Side-by-side benchmark and real-time fragmentation visualizer for custom memory allocators battling production-shaped workloads.
Engineers pick allocators — glibc malloc, jemalloc, tcmalloc, mimalloc —
without any real intuition for how they actually behave under the workloads
they run in production. Fragmentation, cache locality, and tail latency stay
invisible until something is on fire in staging.
HeapForge makes allocator internals observable. It replays the same synthesized malloc/free stream through four hand-rolled allocators in lockstep and paints every arena live at 32-byte granularity so you can see fragmentation appear and coalesce in real time.
The point isn't to beat jemalloc.
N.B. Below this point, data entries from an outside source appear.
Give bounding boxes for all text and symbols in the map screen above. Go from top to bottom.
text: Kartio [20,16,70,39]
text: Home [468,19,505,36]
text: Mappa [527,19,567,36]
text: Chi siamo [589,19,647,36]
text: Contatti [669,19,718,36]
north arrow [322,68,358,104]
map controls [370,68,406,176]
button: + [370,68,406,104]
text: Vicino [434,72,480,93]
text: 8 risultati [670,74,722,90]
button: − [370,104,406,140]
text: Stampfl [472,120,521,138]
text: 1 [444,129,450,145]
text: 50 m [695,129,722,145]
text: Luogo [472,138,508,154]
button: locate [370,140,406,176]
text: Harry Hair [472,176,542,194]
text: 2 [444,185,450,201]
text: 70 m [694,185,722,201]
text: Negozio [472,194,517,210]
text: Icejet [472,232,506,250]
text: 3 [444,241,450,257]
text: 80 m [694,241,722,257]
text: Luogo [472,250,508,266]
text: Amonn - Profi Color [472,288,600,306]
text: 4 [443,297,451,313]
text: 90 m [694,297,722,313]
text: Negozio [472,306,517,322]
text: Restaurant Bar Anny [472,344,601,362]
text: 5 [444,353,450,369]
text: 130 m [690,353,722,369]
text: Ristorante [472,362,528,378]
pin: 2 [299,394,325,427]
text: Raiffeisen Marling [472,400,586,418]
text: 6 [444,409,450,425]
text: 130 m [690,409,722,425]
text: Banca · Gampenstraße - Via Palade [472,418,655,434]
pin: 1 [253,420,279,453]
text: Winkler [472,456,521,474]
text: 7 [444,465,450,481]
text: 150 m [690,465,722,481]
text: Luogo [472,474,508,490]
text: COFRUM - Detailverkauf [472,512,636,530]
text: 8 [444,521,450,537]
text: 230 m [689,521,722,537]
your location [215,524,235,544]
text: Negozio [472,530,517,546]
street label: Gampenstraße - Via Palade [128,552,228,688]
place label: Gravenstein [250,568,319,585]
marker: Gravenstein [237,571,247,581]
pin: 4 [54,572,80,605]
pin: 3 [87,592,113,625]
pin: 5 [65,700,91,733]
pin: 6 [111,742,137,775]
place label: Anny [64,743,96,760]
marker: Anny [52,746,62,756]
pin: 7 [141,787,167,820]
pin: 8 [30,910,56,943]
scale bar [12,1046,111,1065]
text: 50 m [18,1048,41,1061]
The point is to develop intuition
about where each strategy wins and where it falls apart.
Four allocators, each implemented from scratch in C11 against a common arena + vtable interface:
| Name | Strategy | What it shows |
|---|---|---|
bump |
Cursor-only arena | Fastest alloc possible; zero reclamation |
segfit |
Segregated free lists | Boundary tags + coalesce on free — the classic malloc shape |
buddy |
Binary-buddy | Power-of-two split/merge; guaranteed contiguous merges |
slab |
Per-class object cache | Intrusive free lists; locality-optimised small objects |
Four workload generators that mimic real allocation patterns:
| Workload | Pattern |
|---|---|
redis_cache |
Log-normal size mix, ~20% free rate |
nginx_requests |
Bursty alloc-then-free-all request lifecycles |
python_repl |
Heavy churn, 92% of allocations in the 16–96 B bins |
adversarial |
Crafted to build a fragmentation lattice that frustrates non-coalescing allocators |
A Go server replays the trace through every allocator simultaneously, times
each call on the C side of the cgo bridge with CLOCK_MONOTONIC, and
streams tick snapshots (packed cell states + latency histograms + frag
scores) to the browser over WebSocket.
A React / TypeScript front end renders each allocator's 2 MiB arena as a 256×256 pixel heatmap, plots log₂-bucketed latency distributions, and keeps a live leaderboard across p50 / p99 / fragmentation / alloc-failure counts.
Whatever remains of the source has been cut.